(Extracted data entries)
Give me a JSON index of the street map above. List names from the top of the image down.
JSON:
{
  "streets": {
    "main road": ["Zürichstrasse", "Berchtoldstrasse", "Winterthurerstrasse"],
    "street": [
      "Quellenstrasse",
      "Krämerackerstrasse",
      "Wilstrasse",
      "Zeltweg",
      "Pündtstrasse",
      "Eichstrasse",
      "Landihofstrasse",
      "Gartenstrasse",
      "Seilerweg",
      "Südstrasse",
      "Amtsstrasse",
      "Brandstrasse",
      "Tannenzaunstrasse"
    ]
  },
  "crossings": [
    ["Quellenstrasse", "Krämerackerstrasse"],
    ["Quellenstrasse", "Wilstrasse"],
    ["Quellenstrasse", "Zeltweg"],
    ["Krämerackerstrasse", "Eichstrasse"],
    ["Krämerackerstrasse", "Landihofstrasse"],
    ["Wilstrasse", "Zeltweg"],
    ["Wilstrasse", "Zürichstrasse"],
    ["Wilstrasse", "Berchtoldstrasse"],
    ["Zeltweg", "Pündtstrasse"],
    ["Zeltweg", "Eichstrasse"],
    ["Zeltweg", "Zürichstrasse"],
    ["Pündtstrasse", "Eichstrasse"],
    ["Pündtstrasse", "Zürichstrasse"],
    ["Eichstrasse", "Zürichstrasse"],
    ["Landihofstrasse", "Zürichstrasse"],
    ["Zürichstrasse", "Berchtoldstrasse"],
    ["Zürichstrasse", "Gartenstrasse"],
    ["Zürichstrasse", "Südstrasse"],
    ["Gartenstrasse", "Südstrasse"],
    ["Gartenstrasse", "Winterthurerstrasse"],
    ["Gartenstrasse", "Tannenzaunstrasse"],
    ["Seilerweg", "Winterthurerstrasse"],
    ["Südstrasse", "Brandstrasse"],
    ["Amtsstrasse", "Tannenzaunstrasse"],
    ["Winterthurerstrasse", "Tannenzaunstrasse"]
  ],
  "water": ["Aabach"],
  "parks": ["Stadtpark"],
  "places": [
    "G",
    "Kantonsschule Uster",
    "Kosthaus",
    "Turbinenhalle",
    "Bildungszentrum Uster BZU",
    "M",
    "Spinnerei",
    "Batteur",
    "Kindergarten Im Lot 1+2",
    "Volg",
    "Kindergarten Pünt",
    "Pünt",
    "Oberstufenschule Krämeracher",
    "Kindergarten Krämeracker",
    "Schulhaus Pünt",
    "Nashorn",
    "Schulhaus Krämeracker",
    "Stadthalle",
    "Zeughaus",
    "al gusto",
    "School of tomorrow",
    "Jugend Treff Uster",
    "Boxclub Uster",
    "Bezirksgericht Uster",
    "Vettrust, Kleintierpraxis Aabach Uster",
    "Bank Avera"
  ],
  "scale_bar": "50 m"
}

- **Work required**: Set down the entries again, exactly as they stand above.

- **Result**:
Give me a JSON index of the street map above. List names from the top of the image down.
JSON:
{
  "streets": {
    "main road": ["Zürichstrasse", "Berchtoldstrasse", "Winterthurerstrasse"],
    "street": [
      "Quellenstrasse",
      "Krämerackerstrasse",
      "Wilstrasse",
      "Zeltweg",
      "Pündtstrasse",
      "Eichstrasse",
      "Landihofstrasse",
      "Gartenstrasse",
      "Seilerweg",
      "Südstrasse",
      "Amtsstrasse",
      "Brandstrasse",
      "Tannenzaunstrasse"
    ]
  },
  "crossings": [
    ["Quellenstrasse", "Krämerackerstrasse"],
    ["Quellenstrasse", "Wilstrasse"],
    ["Quellenstrasse", "Zeltweg"],
    ["Krämerackerstrasse", "Eichstrasse"],
    ["Krämerackerstrasse", "Landihofstrasse"],
    ["Wilstrasse", "Zeltweg"],
    ["Wilstrasse", "Zürichstrasse"],
    ["Wilstrasse", "Berchtoldstrasse"],
    ["Zeltweg", "Pündtstrasse"],
    ["Zeltweg", "Eichstrasse"],
    ["Zeltweg", "Zürichstrasse"],
    ["Pündtstrasse", "Eichstrasse"],
    ["Pündtstrasse", "Zürichstrasse"],
    ["Eichstrasse", "Zürichstrasse"],
    ["Landihofstrasse", "Zürichstrasse"],
    ["Zürichstrasse", "Berchtoldstrasse"],
    ["Zürichstrasse", "Gartenstrasse"],
    ["Zürichstrasse", "Südstrasse"],
    ["Gartenstrasse", "Südstrasse"],
    ["Gartenstrasse", "Winterthurerstrasse"],
    ["Gartenstrasse", "Tannenzaunstrasse"],
    ["Seilerweg", "Winterthurerstrasse"],
    ["Südstrasse", "Brandstrasse"],
    ["Amtsstrasse", "Tannenzaunstrasse"],
    ["Winterthurerstrasse", "Tannenzaunstrasse"]
  ],
  "water": ["Aabach"],
  "parks": ["Stadtpark"],
  "places": [
    "G",
    "Kantonsschule Uster",
    "Kosthaus",
    "Turbinenhalle",
    "Bildungszentrum Uster BZU",
    "M",
    "Spinnerei",
    "Batteur",
    "Kindergarten Im Lot 1+2",
    "Volg",
    "Kindergarten Pünt",
    "Pünt",
    "Oberstufenschule Krämeracher",
    "Kindergarten Krämeracker",
    "Schulhaus Pünt",
    "Nashorn",
    "Schulhaus Krämeracker",
    "Stadthalle",
    "Zeughaus",
    "al gusto",
    "School of tomorrow",
    "Jugend Treff Uster",
    "Boxclub Uster",
    "Bezirksgericht Uster",
    "Vettrust, Kleintierpraxis Aabach Uster",
    "Bank Avera"
  ],
  "scale_bar": "50 m"
}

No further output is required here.